If you like tomatoes, don’t try to load them on the same skewers with the meat and the other veggies. They’re done way faster. So do a few skewers with nothing but tomatoes. You’ll probably only need a minute total, just until the skin pops.

And that’s it.

Indoor Kabobs

Indoor Kabobs


  • 3½ pounds sirloin in 2-inch cubes
  • ½ large sweet onion
  • 1 large green pepper
  • ½ pound white button mushrooms (optional)
  • 1 pint cherry tomatoes (optional)


Cut the steak, onion and pepper into large bite-sized pieces, and cut the mushrooms in half. Thread the pieces of steak onto wooden skewers, alternating with pieces of onion, pepper and mushroom.

Don't put the tomatoes on the same skewer as the beef. The tomatoes cook way faster. Drizzle the kabobs with olive oil, season liberally with salt and pepper.

Set the broiler to "Hi". Place the kabobs on a broiler pan and put it on a rack adjusted so the kabobs are about 4-6 inches below the broiler.

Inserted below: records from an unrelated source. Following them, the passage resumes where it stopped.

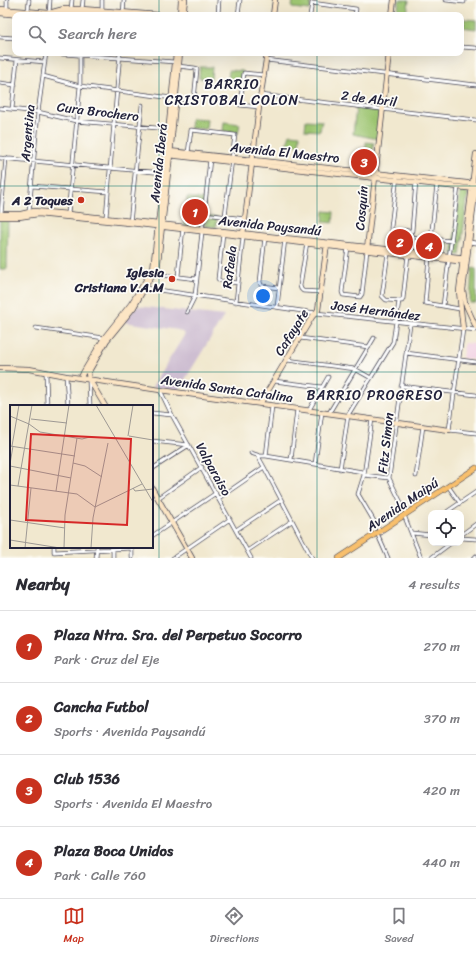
<!DOCTYPE html>
<meta charset="utf-8">
<style>
:root{--surface:#fff;--page:#f7f7f7;--text:#2b2b33;--muted:#7c7c81;--line:#e1e1e2;--accent:#c8321e}
body{margin:0;font-family:Sriracha,sans-serif;background:var(--page);color:var(--text)}
.controls{position:absolute;right:12px;bottom:12px;display:grid;overflow:hidden;border-radius:8px;box-shadow:0 4px 16px #0002}
.controls button{width:36px;height:36px;display:grid;place-items:center;padding:0;border:0;border-bottom:1px solid var(--line);background:var(--surface);color:var(--text);font:20px sans-serif}
.you{position:absolute;left:263px;top:296px;width:14px;height:14px;margin:-10px;border:3px solid #fff;border-radius:50%;background:#1a73e8;box-shadow:0 0 0 6px #1a73e833}
.badge{display:grid;place-items:center;width:26px;height:26px;border-radius:50%;background:var(--accent);color:#fff;font-size:13px;font-weight:700}
.pin{position:absolute;translate:-50% -50%;border:2px solid #fff;box-shadow:0 1px 4px #0006}
.list{margin:0;padding:0;list-style:none}
h2{display:flex;justify-content:space-between;align-items:center;height:52px;margin:0;padding:0 16px;font-size:17px}
h2 small{font-size:13px;font-weight:400;color:var(--muted)}
.list li{display:grid;grid-template-columns:26px 1fr auto;gap:12px;align-items:center;box-sizing:border-box;height:72px;padding:0 16px;border-top:1px solid var(--line)}
.list b{display:block;font-size:15px;white-space:nowrap}
.list p{margin:0;font-size:13px;white-space:nowrap;color:var(--muted)}
.list em{font-size:13px;font-style:normal;color:var(--muted)}
.icon{flex:none;width:22px;height:22px;fill:none;stroke:currentColor;stroke-width:2;stroke-linecap:round;stroke-linejoin:round}
.map{position:relative;flex:none;width:476px;height:558px;overflow:hidden}
.search{position:absolute;background:var(--surface);box-shadow:0 4px 16px #0002;left:12px;right:12px;top:12px;height:44px;display:flex;align-items:center;gap:10px;box-sizing:border-box;padding:0 14px;border-radius:8px;color:var(--muted);font-size:15px}
.sheet{height:340px;background:var(--surface)}
nav{display:flex;justify-content:space-around;align-items:center;box-sizing:border-box;height:56px;border-top:1px solid var(--line);background:var(--surface);font-size:11px;color:var(--muted)}
nav a{display:grid;justify-items:center;gap:2px}
nav .on{color:var(--accent)}
.map>svg:first-child{display:block}
.built{fill:#f1d0e3}
.industrial{fill:#cebed1}
.green{fill:#9cc470;stroke:#5f7356}
.lines{fill:none;stroke-linecap:round;stroke-linejoin:round}
.street-casing{stroke:#414051;stroke-width:4.5}
.secondary-casing{stroke:#414051;stroke-width:6}
.primary-casing{stroke:#414051;stroke-width:6}
.street{stroke:#fff;stroke-width:3}
.secondary{stroke:#fce5c4;stroke-width:4.5}
.primary{stroke:#f8bf6c;stroke-width:5}
.grid{fill:none;stroke:#0f766e;stroke-width:1;stroke-opacity:0.55}
.poi-dot{fill:#c8321e;stroke:#fdfcf7;stroke-width:1.5}
.labels{text-anchor:middle;stroke-width:3.5;stroke-linejoin:round;paint-order:stroke}
.street-label{font-size:13px;fill:#22223b;stroke:#fdfcf7}
.poi-label{font-size:13px;font-weight:bold;fill:#22223b;stroke:#fdfcf7;text-anchor:end}
.neighbourhood-label{font-size:14px;letter-spacing:1px;fill:#22223b;stroke:#fdfcf7}
.inset-road{fill:none;stroke:#9e9994;stroke-width:1}
.view{fill:#d62828;fill-opacity:0.15;stroke:#d62828;stroke-width:2}
.inset-edge{fill:none;stroke:#22223b;stroke-width:2}
</style>
<div class="map">
<svg width="476" height="558" viewBox="0 0 476 558">
<rect width="100%" height="100%" fill="#fdfcf7"/>
<filter id="ink" filterUnits="userSpaceOnUse"><feTurbulence type="fractalNoise" baseFrequency=".025" numOctaves="2"/><feDisplacementMap in="SourceGraphic" scale="8" xChannelSelector="R" yChannelSelector="G"/><feConvolveMatrix kernelMatrix="1 2 1 2 8 2 1 2 1" color-interpolation-filters="sRGB"/></filter>
<filter id="wash" filterUnits="userSpaceOnUse"><feTurbulence type="fractalNoise" baseFrequency=".012" numOctaves="4" result="noise"/><feDisplacementMap in="SourceGraphic" scale="16" xChannelSelector="R" yChannelSelector="G"/><feGaussianBlur stdDeviation="0.9" result="paint"/><feColorMatrix in="noise" values="0 0 0 0 0 0 0 0 0 0 0 0 0 0 0 0 0 1.4 0 .05"/><feComposite in="paint" operator="in"/></filter>
<g filter="url(#wash)">
<rect width="100%" height="100%" fill="#f1e8cf"/>
<path class="built" d="M464 343 476 344V360L462 358Z"/>
<path class="industrial" d="M137 306 224 316 178 391 152 387 185 334 178 330 124 322Z"/>
<path class="green" d="M293 0 311 1 310 10 292 8Z
M399 0H409L407 15H397Z
M463 19 476 20V29L462 27Z
M200 67H212L211 79 199 78Z
M229 70 243 71 241 83 228 81Z
M356 108 380 111 378 139 353 134Z
M191 118 207 119 206 129 190 128Z
M306 120 322 121 320 131 305 130Z
M224 122 240 124 238 133 223 131Z
M290 134 300 135 299 145 285 144 288 141Z
M366 142 374 143 372 157 365 156Z
M460 192 468 193 460 255 452 254Z
M187 197 205 199 203 228 184 226Z
M324 211 334 212 333 223 323 222Z
M206 216 217 217 216 227 205 226Z
M0 219H8L7 269H0Z
M392 234 410 237V238L449 242 448 254 390 246Z
M472 268 476 269V303H470Z"/>
</g>
<g filter="url(#ink)">
<g class="lines">
<g class="street-casing">
<path id="street" d="M446 0 464 2V0
M7 9V0
M71 9 72 0
M82 9 83 0
M28 11 29 0
M102 11V0
M49 14 50 0
M123 15 124 0
M218 15 219 0
M238 15 240 0
M310 15 312 3 356 9 355 15
M461 20V26
M0 37 15 38
M461 47 476 48
M49 53 175 62
M0 58 45 62
M266 60 476 85
M43 76 80 86 172 98
M0 83 15 85
M260 95 476 120
M175 99 194 100 197 69 195 68 178 66
M259 107 240 105 244 73 264 75
M0 108 38 112 76 121 169 129
M12 109 17 60
M188 153 191 130 235 135 225 216
M0 158 164 173
M397 176 391 227V229L394 230 412 231 416 181
M32 186 108 192
M29 212 38 112 46 53
M1 214 6 158
M68 214 80 86V53
M205 214 245 219
M106 217 120 53
M130 223 142 105
M410 232 412 237 452 241
M223 233 218 279 221 281 238 283
M265 237 260 282 261 285 263 286 279 288
M431 239 437 184
M307 242 300 286 301 289 303 291 320 292
M469 242 476 243
M348 247 342 292 343 295 360 297 362 294 367 250
M388 253 382 296 386 300 402 301 403 299 408 255
M429 258 425 303 460 309
M154 274 197 279
M178 276 183 228
M145 288 316 313 476 330
M236 302 243 237
M443 306 458 187
M277 307 285 239
M187 312 195 296 210 159
M36 328 104 338
M463 329 449 430 476 433
M300 338 369 347
M406 353 476 362
M287 360 355 369 371 378
M46 372 47 406
M66 376 68 406
M89 381 90 406
M274 381 322 387
M401 386 476 395
M160 390 172 415 251 558
M309 410 328 377
M152 413 172 415
M329 413 374 338
M372 419 364 475 358 494 381 533
M152 441 189 445
M251 453 260 456H266L363 472 364 475 389 478
M260 456 259 458 264 467 312 558
M266 456 272 406
M291 460 297 409
M315 464 322 412
M152 469 189 445
M340 469 348 415 393 342 399 301
M416 476 423 426
M448 486 460 503
M158 498 202 467
M219 498 264 467
M448 511 476 492
M406 513 389 478 410 324
M404 515 421 558
M236 530 281 500
M377 533 388 558
M412 533 431 535
M461 535 476 524
M152 536 216 493
M461 538 476 539
M54 547V552L132 548 134 547
M132 548V558
M113 549V558
M247 551 292 521
M96 558 97 547
M173 558 230 519
M431 558 451 543
M474 558 476 556"/>
</g>
<g class="secondary-casing">
<path id="secondary" d="M0 9 49 13 64 9H82L158 15
M0 13 20 15
M55 15 64 12 110 15
M180 15 181 0
M183 15 185 0
M273 15 275 0
M392 15 394 0
M169 151 476 184
M168 155 476 189
M476 186 463 290 465 303 476 327
M0 214H21L34 211 68 214 467 258
M0 217H19L38 214 139 224 466 262
M243 235 259 107 267 53
M367 249 389 53
M463 329 459 291 476 154
M0 368 29 369 66 376 160 390 449 430
M81 378 83 373 104 338 131 304 153 269 166 155 176 53
M260 404 312 317 318 310 327 244
M105 406 89 379 88 373 107 340 134 307 150 278 157 271 170 155 180 53
M152 488 192 558"/>
</g>
<g class="primary-casing">
<path id="primary" d="M339 558 476 468"/>
</g>
<use href="#street" class="street"/>
<use href="#secondary" class="secondary"/>
<use href="#primary" class="primary"/>
</g>
</g>
<path class="grid" d="M159 0V15M317 0V15M159 53V558M317 53V558M0 186H476M0 372H476"/>
<g class="poi-dot">
<circle cx="81" cy="200" r="4"/>
<circle cx="172" cy="279" r="4"/>
</g>
<g class="labels">
<g class="street-label">
<text transform="translate(369 98) rotate(7)" y="5">2 de Abril</text>
<text transform="translate(98 111) rotate(7)" y="5">Cura Brochero</text>
<text transform="translate(27 133) rotate(-85)" y="5">Argentina</text>
<text transform="translate(285 152) rotate(6)" y="5">Avenida El Maestro</text>
<text transform="translate(158 163) rotate(-84)" y="5">Avenida Iberá</text>
<text transform="translate(361 208) rotate(-85)" y="5">Cosquín</text>
<text transform="translate(270 225) rotate(6)" y="5">Avenida Paysandú</text>
<text transform="translate(229 267) rotate(-83)" y="5">Rafaela</text>
<text transform="translate(376 310) rotate(7)" y="5">José Hernández</text>
<text transform="translate(291 332) rotate(-58)" y="5">Cafayate</text>
<text transform="translate(227 388) rotate(8)" y="5">Avenida Santa Catalina</text>
<text transform="translate(385 443) rotate(-84)" y="5">Fitz Simon</text>
<text transform="translate(214 469) rotate(61)" y="5">Valparaiso</text>
<text transform="translate(402 504) rotate(-34)" y="5">Avenida Maipú</text>
</g>
<g class="poi-label">
<text x="73" y="205">A 2 Toques</text>
<text x="164" y="277">Iglesia<tspan x="164" dy="15">Cristiana V.A.M</tspan></text>
</g>
<g class="neighbourhood-label">
<text x="232" y="89">BARRIO<tspan x="232" dy="16">CRISTOBAL COLON</tspan></text>
<text x="375" y="400">BARRIO PROGRESO</text>
</g>
</g>
<g transform="translate(10 405)">
<rect width="143" height="143" fill="#f1e8cf"/>
<path class="inset-road" d="M86 0 143 97M0 11 19 19M21 14 57 18M19 19 30 27 72 34 80 32M118 31 123 0M119 31 143 35M0 41 65 51M2 41 9 0M63 58 75 61 92 72M0 59 3 41M0 61 61 73M0 80 67 89 85 102M8 81 22 0M123 83 125 86 143 84M46 86 59 0M85 102 132 79M0 115 55 123M0 135 50 143M15 143 21 83M54 143 55 110 67 33M81 143 83 113 98 38"/>
<path class="view" d="M21 29 121 34 117 120 16 115Z"/>
<rect width="143" height="143" class="inset-edge"/>
</g>
</svg>
<div class="controls">
<button><svg class="icon" aria-label="locate" viewBox="0 0 24 24"><circle cx="12" cy="12" r="6"/><path d="M12 2v4M12 18v4M2 12h4M18 12h4"/></svg></button>
</div>
<div class="you"></div>
<div class="pin badge" style="left:195px;top:212px">1</div>
<div class="pin badge" style="left:400px;top:242px">2</div>
<div class="pin badge" style="left:364px;top:162px">3</div>
<div class="pin badge" style="left:429px;top:246px">4</div>
<div class="search"><svg class="icon" aria-label="search" viewBox="0 0 24 24"><circle cx="10" cy="10" r="6"/><path d="M15 15l6 6"/></svg>Search here</div>
</div>
<section class="sheet">
<h2>Nearby<small>4 results</small></h2>
<ul class="list">
<li><span class="badge">1</span><div><b>Plaza Ntra. Sra. del Perpetuo Socorro</b><p>Park · Cruz del Eje</p></div><em>270 m</em></li>
<li><span class="badge">2</span><div><b>Cancha Futbol</b><p>Sports · Avenida Paysandú</p></div><em>370 m</em></li>
<li><span class="badge">3</span><div><b>Club 1536</b><p>Sports · Avenida El Maestro</p></div><em>420 m</em></li>
<li><span class="badge">4</span><div><b>Plaza Boca Unidos</b><p>Park · Calle 760</p></div><em>440 m</em></li>
</ul>
</section>
<nav>
<a class="on"><svg class="icon" aria-label="map" viewBox="0 0 24 24"><path d="M3 6l6-2 6 2 6-2v14l-6 2-6-2-6 2zM9 4v14M15 6v14"/></svg>Map</a>
<a><svg class="icon" aria-label="directions" viewBox="0 0 24 24"><path d="M12 3l9 9-9 9-9-9zM9 14v-3h6M13 9l2 2-2 2"/></svg>Directions</a>
<a><svg class="icon" aria-label="saved" viewBox="0 0 24 24"><path d="M7 4h10v16l-5-4-5 4z"/></svg>Saved</a>
</nav>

Cook for about two minutes until the beef is browned, then turn everything over and cook the other side until browned.

Do the same with the tomatoes, but cook them just until the skin pops. It will probably take less than a minute.


  1. Mmmm yum! We actually had porterhouse on the grill last night! I had to brush all the snow off the grill and bring the steak in right away so they didn’t get cold from the 20 degree weather, ahhh but it was delish :)

    I don’t use my grill a lot in the winter, but sometimes it’s such a wonderful change. Your kabobs look great and I bet your daughter was very happy :)

  2. Amanda, that’s commitment. Or … you need to be committed. I’m not sure which.

  3. The Ski Bum's Blog says:

    As a novice I thought Kabobs would be really difficult or challenging… Ha! They’re not! And, Drew, you proved it. They look wonderful… again, thanks for all the great pics!

  4. Oh, good grief! My son was on the computer before me today! He is the Ski Bum, not me! OOOOPS! lol

  5. Those look wicked good.I haven’t had kabobs in ages, I’m going to have to break some out now.

    I’m with you Amanda, sometimes you just have to grill in the cold. I used to grill all the time in the winter, back when I had enough space to set one up. The coals keep you warm and it keeps your neighbors guessing. :)

  6. Barb, I’m picturing you in a down jacket and goggles. Hilarious.

    Bob, I haven’t used coals in years. Well, except for the Ox Roast.

  7. Melissa says:

    I was just wondering if this would work for chicken too… I have some marinating that I was hoping my fiance would grill, because I’m not really great with the grill, but he won’t be home… What do you think?

  8. Melissa, I was just telling someone today that most grill recipes work under the broiler like this. So sure, go for it.

  9. Hello Drew, that sounds so good, could I use the brown mushrooms instead of the white .I’am waiting for an answer please my nameis vivian

    • Sure, substitutions are always valid in cooking.

      Baking is more of a science, where different ingredients can have very different properties. But in cooking, it’s all fair game.